Она засмеялась вынужденно:

— Но ты не имеешь права не любить своего ребенка.

— В таком случае у меня два ребенка.

— Слушай, папа, что я тебе скажу, — заговорила Виктория, доверительно пожимая его локоть. — Когда я увидела последнее письмо Ильи Петровича в бумагах у мамы, я не выдержала и прочитала — видишь, какая я дрянь ужасная? Он написал маме, что приезжает двадцать шестого и заказал номер в гостинице «Метрополь». Слушай, па, как получилось… Я очень хотела увидеть его, твоего старого друга и бывшего маминого кумира, неотразимого Аполлона на той фотокарточке. Было чертовски любопытно узнать телефон, позвонить ему в номер из вестибюля «Метрополя» и увидеть, как он на лестнице вытаращил на меня глаза: «Как? Вы дочь Марии? Поразительно! Не может быть! Впрочем, очень похожа, настоящая юная Маша!» Вот так и случилось, а потом было забавно слышать, как он два раза оговорился — назвал меня Машей. Знаешь, мне было интересно с ним: в нем есть трагизм и горечь какая-то…

— Но для чего тебе это, Вика, милая? — едва не застонал Васильев, страшась ее прозрачной, наивной чистоты, ее неосторожных поступков, этой незащищенной, пугающей доверчивости дочери, и хрипло договорил: — Не будь это Илья Петрович, тебя можно было понять не так, как надо.

Виктория пренебрежительно свистнула.

— Папа, только не надо о дурацком благоразумии! Ведь это ложь, лицемерие, трусость и черт знает что такое! Боже, сколько в мире ложных спасательных кругов! Для кого они? — с вызовом сказала Виктория, поперхнулась сигарным дымом, и получился тонкий звук, похожий на детское всхлипывание, кольнувшее болью Васильева. — Нет, папа, все зависит от нас самих! — овладела собой Виктория, сердито бросила под ноги сигарету, продолжала брезгливым тоном: — Знаешь, кто создает ад на земле?
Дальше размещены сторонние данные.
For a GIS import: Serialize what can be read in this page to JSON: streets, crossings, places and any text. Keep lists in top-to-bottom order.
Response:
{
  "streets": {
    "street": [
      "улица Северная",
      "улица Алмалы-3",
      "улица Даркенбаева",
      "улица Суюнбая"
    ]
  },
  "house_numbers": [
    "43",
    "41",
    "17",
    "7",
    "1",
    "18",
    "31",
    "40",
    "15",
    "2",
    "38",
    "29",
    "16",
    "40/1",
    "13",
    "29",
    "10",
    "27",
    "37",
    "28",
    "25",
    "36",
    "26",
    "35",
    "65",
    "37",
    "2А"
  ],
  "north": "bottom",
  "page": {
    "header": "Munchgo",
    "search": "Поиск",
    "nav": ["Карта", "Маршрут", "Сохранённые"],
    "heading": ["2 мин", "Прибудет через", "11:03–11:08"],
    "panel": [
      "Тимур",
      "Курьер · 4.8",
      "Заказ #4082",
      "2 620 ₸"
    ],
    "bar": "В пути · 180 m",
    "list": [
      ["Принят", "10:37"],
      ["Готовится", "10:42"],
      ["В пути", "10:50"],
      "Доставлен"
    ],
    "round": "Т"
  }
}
Не природа и никакая не темная сила. Нет, папа, сам человек великий творец земного ада. Эту фразу стоит запомнить, она не лжет, как многие другие.

— Кто так сказал, дочь? Из какой пьесы?

— Не преувеличивай мудрость наших драматургов. Это сказал Илья Петрович… Послушай, па, и не удивляйся тому, что я тебе скажу, — проговорила Виктория, отпустила его локоть, плавно переступила сапожками проталину и, постукивая каблуками по ломким стеклянным закраинам луж, где раскалывалось и отблескивало скольжение месяца, отошла шагов на десять вперед, потом повернулась, высокая в своей узкой дубленке, сказала издали необычно звонким, как отточенное лезвие, голосом: — Па, я, наверно, поеду в Италию! Он приглашает, и я решила.
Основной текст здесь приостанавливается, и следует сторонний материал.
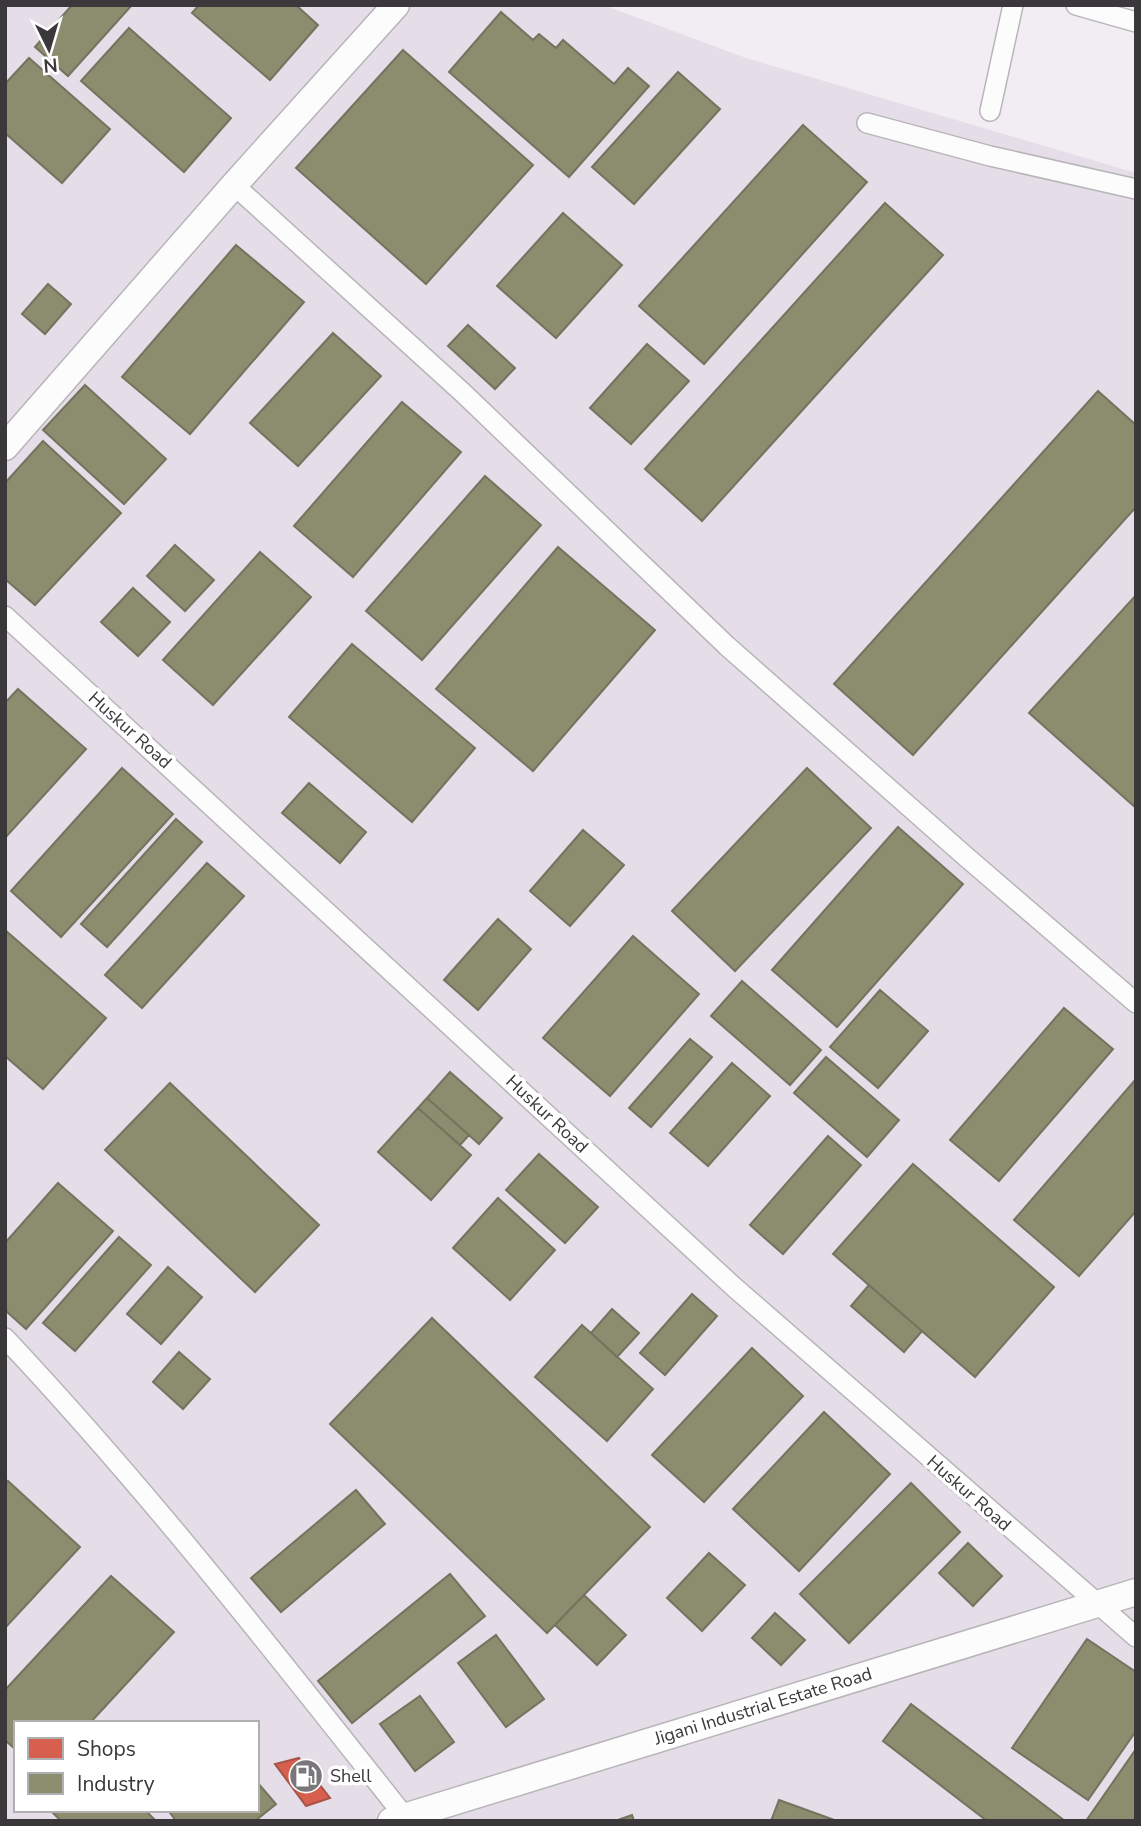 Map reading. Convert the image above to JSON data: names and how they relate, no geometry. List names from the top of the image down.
{
  "streets": {
    "main road": ["Jigani Industrial Estate Road"],
    "street": ["Huskur Road"]
  },
  "crossings": [
    ["Huskur Road", "Jigani Industrial Estate Road"]
  ],
  "places": {
    "fuel station": ["Shell"]
  },
  "legend": ["Shops", "Industry"],
  "north": "bottom"
}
— Он приглашает в Италию? — выговорил, обмирая, Васильев. — Приглашает? Когда? Зачем?

— Он пришлет приглашение, папа, и я поеду. Не знаю, на какой срок: на месяц, на год, на пять лет — не знаю. Только не надо разговоров о благоразумии. Иначе мы поссоримся. И не говори, что вы против потому, что любите меня, — это запрещенный прием. Знаю, на всем белом свете вы только двое меня любите. Но что же, па, делать? Я решила… и гадко отступать, трусить.

И он увидел на ее лице безмерное презрение к возможной трусости и возможному отступлению.

— Подумай об одном, Вика, — проговорил он не сразу, в мучительной попытке найти точный смысл возражения. — Ты убьешь маму. Мы не имеем права быть беспощадными друг к другу.

— Меня уже убили, папа, — сказала она почти весело и так безнадежно развела руками, как бы подставляя себя гибельному року, что он не выдержал, захлестнутый любовью, бессильной жалостью отцовского чувства, ощутив отчаянное, детское, слабое в ней, обнял и поцеловал ее в прохладный родной лоб.

— Вика, моя Вика…

— Не надо, папа, а то я заплачу, — выговорила Виктория шепотом и не уткнулась головой ему в грудь, а отстранилась, не принимая помощи, быстро пошла к дому под морским шумом тополей на бульваре.

ГЛАВА СЕМНАДЦАТАЯ

В десятом часу вечера после долгих, требовательных звонков и стука в дверь Васильев отщелкнул замок, и в мастерскую поспешно вошел Олег Евгеньевич Колицын, поставил в передней портфель под вешалку и, не здороваясь, распахивая шубу, проговорил запальчиво:

— Не поражайся, Васильев, я сегодня ворвался к тебе не с дипломатическим визитом! Спасибо, коллега, спасибо за твою надменность, великий мастер. Спасибо за то, что ты меня в шею выгнал, как сопливого мальчишку, в присутствии иностранца, именно — взашей выгнал из мастерской этакую мелкую назойливую бездарь, которая втирается тебе в закадычные друзья! За что, спрашивается, ты меня оскорбил? Я всей душой к тебе, а ты? За что?..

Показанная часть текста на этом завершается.